> Source data
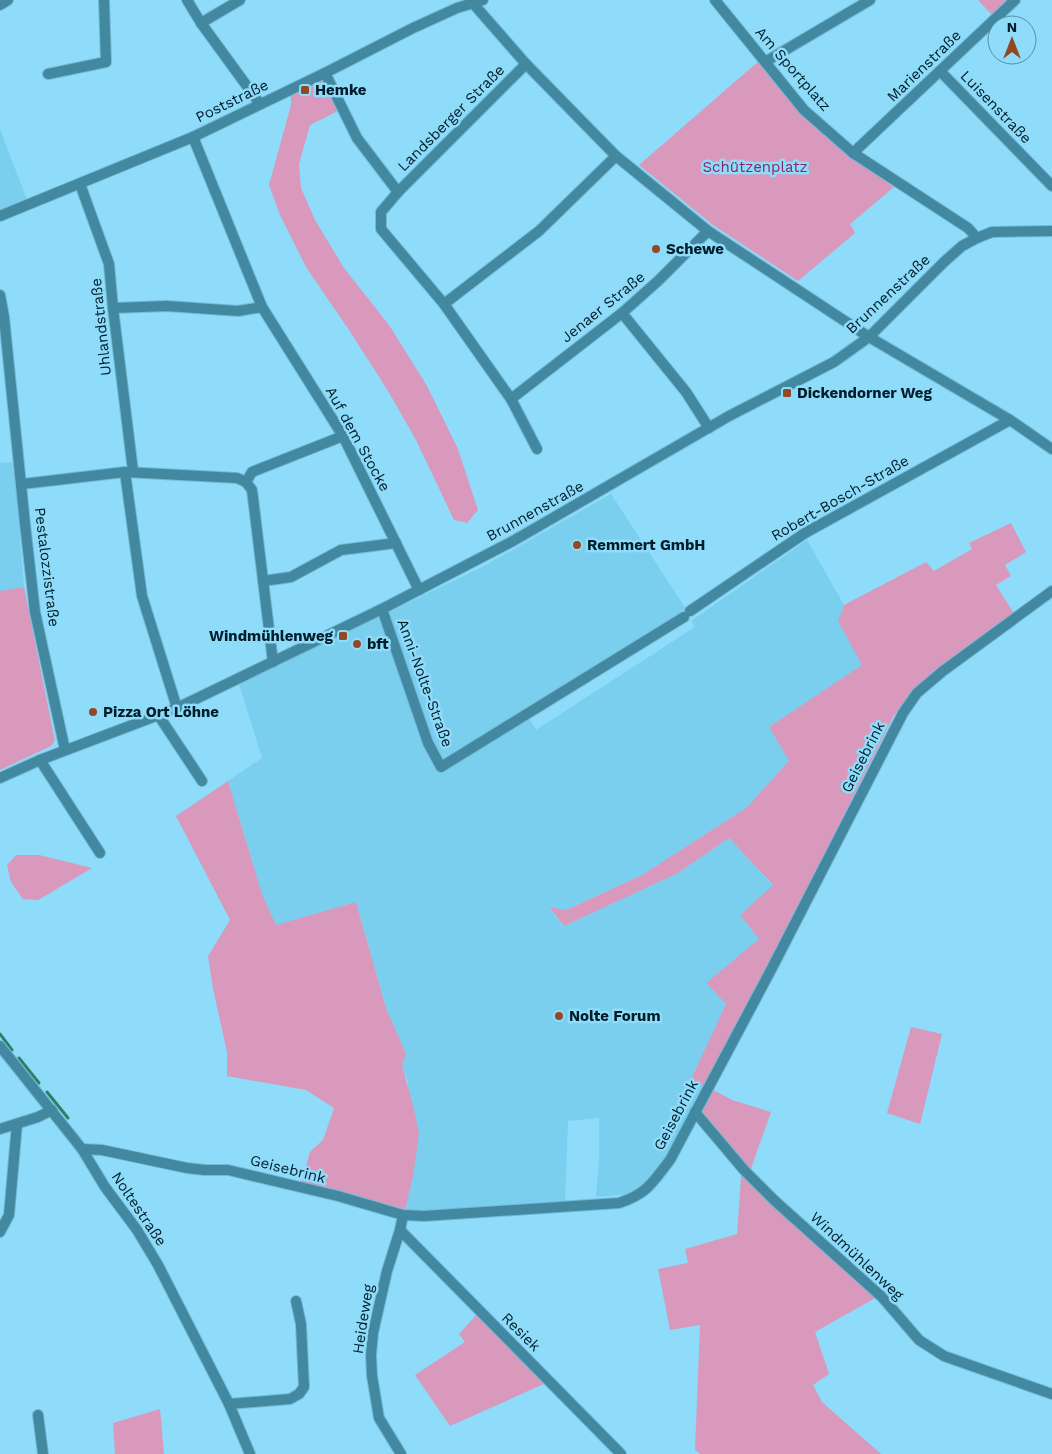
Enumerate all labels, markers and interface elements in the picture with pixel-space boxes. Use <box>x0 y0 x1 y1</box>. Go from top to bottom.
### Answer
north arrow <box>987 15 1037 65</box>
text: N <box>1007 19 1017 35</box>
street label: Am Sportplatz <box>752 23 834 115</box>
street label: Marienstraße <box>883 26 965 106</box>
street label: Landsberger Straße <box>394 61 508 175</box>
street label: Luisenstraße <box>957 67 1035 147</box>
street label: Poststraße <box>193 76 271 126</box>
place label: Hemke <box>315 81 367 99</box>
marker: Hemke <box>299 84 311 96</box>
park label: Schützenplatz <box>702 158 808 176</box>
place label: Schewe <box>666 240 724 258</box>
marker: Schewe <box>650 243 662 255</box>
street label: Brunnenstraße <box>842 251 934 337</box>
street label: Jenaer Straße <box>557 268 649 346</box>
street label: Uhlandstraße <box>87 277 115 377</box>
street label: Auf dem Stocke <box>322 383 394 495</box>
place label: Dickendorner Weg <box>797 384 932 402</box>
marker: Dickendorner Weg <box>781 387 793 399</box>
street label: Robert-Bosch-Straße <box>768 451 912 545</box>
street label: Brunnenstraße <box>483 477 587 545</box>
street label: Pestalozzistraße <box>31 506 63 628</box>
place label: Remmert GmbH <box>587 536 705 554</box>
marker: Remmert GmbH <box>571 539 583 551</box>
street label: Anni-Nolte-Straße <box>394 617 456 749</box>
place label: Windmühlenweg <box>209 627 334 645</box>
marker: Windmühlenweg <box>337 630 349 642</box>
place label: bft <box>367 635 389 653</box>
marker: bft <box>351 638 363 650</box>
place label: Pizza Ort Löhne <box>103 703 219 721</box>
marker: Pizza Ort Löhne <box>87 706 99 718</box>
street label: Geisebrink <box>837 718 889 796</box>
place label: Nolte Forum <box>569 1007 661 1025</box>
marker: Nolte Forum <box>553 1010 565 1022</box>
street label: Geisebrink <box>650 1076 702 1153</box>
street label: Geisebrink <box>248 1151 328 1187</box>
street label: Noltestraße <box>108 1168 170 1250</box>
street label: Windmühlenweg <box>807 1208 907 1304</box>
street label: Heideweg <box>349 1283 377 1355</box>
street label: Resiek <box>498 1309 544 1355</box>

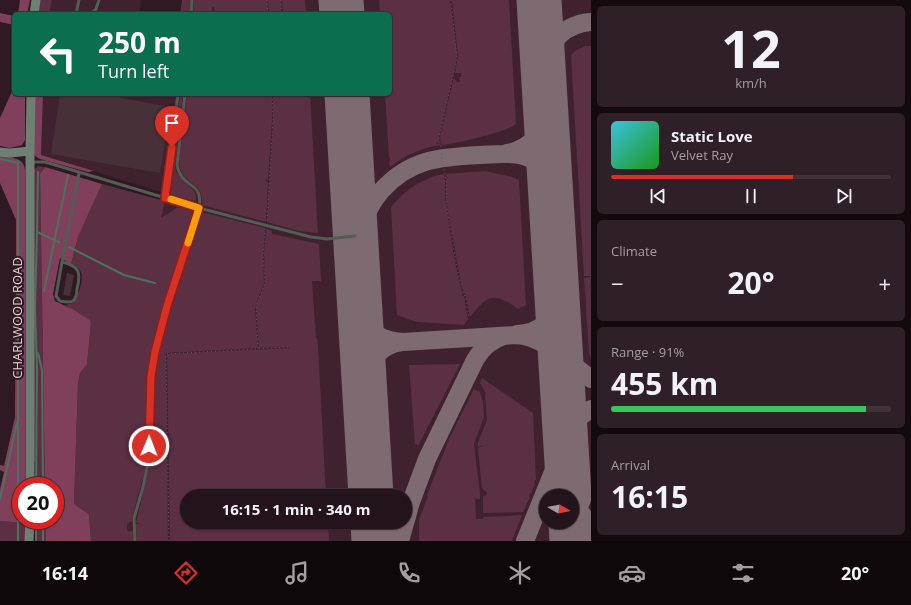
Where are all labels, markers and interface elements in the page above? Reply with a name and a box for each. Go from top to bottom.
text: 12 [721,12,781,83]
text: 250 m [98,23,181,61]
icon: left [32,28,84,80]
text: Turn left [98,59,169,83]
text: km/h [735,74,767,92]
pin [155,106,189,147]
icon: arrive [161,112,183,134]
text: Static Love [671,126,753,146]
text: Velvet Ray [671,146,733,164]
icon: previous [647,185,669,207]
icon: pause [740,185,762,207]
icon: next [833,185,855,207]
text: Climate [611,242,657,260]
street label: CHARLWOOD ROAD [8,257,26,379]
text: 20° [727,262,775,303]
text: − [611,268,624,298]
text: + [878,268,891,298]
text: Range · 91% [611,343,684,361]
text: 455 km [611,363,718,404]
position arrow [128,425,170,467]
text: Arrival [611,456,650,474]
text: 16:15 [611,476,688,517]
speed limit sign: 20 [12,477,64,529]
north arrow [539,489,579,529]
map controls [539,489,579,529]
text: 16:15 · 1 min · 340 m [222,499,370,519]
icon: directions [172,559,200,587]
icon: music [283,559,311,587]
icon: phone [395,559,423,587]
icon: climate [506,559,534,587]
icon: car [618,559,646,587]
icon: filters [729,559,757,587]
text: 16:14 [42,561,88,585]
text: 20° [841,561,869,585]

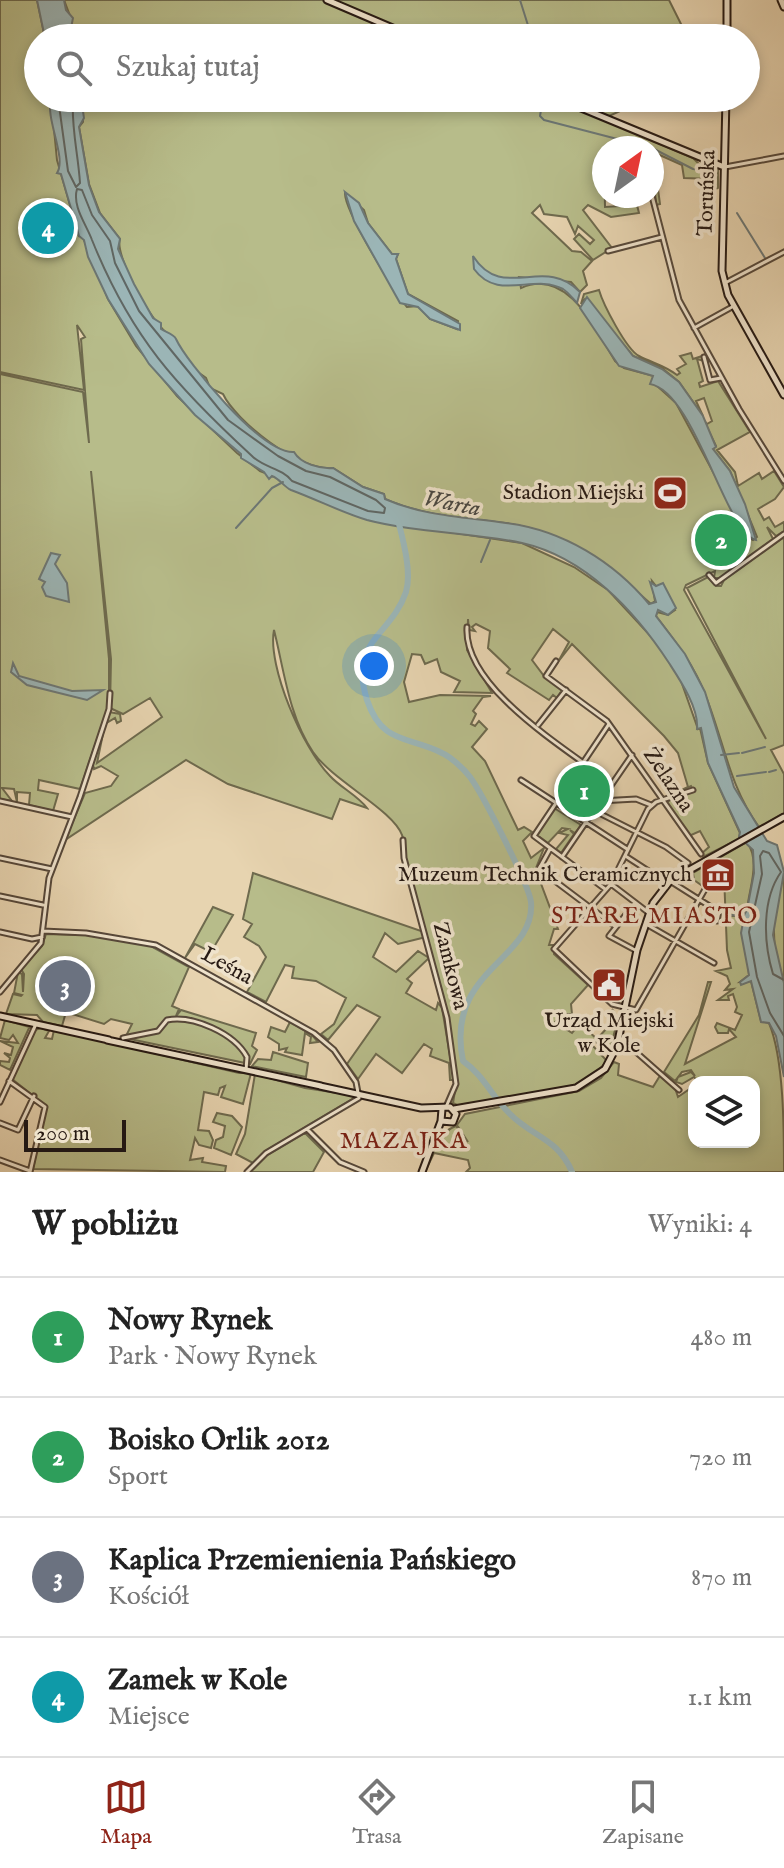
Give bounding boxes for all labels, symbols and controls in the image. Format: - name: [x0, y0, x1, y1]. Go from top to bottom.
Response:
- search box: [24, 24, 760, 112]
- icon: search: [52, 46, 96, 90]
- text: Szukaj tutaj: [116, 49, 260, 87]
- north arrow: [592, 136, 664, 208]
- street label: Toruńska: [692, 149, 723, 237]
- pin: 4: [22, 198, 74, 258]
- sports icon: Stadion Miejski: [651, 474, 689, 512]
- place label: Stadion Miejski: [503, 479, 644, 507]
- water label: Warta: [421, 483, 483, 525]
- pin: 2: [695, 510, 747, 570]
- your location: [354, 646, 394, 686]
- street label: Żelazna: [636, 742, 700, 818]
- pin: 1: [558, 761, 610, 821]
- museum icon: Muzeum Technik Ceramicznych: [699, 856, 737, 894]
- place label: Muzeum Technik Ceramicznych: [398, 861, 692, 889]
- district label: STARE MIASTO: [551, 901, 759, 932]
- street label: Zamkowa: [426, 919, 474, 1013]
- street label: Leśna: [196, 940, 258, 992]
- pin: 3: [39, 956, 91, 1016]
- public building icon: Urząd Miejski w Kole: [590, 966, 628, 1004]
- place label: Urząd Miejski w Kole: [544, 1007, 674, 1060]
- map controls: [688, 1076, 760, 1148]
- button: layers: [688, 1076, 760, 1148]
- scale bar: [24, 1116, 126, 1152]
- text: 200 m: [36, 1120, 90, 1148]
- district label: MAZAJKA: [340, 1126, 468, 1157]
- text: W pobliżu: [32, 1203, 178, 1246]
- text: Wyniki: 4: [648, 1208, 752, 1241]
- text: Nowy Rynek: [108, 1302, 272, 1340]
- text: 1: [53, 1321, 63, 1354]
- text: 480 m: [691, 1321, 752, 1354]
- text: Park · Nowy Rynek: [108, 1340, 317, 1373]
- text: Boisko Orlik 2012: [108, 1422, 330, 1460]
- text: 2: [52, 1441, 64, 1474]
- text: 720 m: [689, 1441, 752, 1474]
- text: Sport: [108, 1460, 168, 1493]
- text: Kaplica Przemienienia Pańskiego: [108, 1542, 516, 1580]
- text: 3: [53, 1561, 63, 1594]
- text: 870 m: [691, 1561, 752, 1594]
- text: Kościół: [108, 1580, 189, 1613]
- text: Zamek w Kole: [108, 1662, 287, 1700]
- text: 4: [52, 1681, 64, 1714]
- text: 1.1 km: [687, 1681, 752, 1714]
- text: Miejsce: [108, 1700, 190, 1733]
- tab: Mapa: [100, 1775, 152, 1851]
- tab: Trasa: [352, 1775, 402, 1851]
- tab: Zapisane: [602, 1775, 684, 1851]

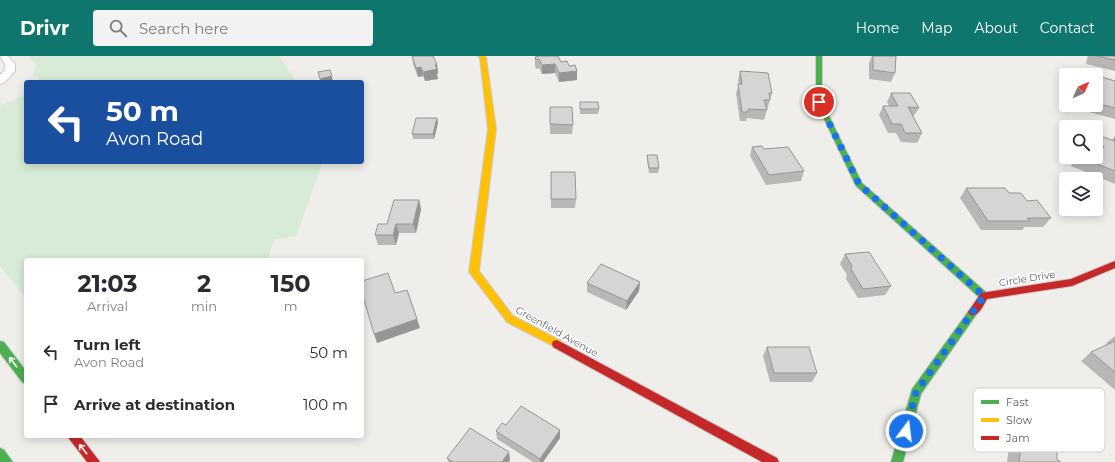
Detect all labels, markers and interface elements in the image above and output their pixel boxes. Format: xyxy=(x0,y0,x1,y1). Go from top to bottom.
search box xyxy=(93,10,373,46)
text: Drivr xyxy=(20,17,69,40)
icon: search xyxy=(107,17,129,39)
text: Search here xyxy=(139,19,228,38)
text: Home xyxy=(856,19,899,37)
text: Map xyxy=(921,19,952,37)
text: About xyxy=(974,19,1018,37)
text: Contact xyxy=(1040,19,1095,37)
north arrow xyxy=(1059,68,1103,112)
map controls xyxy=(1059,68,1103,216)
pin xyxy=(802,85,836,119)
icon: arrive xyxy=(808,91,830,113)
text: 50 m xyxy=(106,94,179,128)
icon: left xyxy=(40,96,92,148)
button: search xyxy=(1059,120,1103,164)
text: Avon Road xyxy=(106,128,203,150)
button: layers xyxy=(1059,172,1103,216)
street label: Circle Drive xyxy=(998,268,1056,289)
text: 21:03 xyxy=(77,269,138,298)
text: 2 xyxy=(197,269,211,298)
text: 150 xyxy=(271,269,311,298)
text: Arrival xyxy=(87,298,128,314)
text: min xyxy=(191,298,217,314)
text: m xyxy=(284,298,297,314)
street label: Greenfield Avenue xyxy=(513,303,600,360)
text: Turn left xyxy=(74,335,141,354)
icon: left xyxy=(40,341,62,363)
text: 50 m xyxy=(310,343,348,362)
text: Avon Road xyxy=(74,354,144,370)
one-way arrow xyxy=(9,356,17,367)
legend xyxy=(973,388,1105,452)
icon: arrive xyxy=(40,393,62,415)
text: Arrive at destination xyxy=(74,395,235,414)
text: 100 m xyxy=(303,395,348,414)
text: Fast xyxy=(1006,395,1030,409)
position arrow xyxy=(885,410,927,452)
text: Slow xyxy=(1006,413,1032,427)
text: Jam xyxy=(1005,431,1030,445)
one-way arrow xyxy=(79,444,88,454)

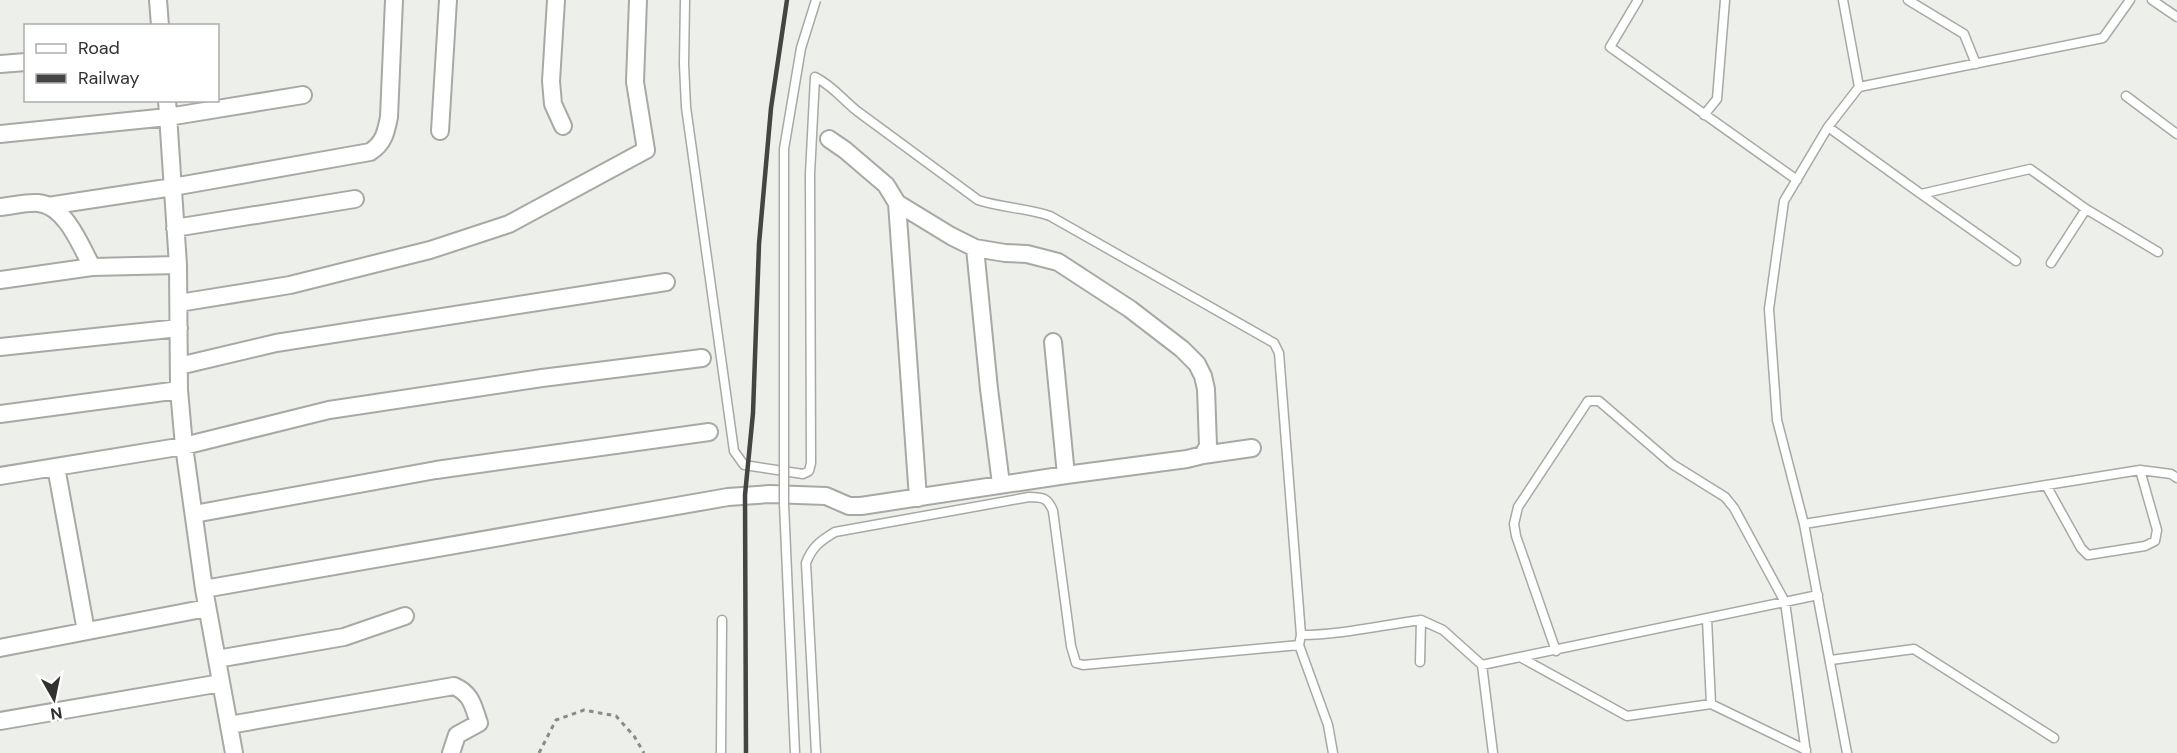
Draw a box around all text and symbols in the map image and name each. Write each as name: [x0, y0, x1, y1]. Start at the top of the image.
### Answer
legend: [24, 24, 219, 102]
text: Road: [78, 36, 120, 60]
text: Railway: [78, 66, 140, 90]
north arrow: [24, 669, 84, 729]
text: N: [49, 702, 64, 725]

> Task item
Report the number of lines in the records above that include "Kole", leaving out any other words.

> Exercise solution
3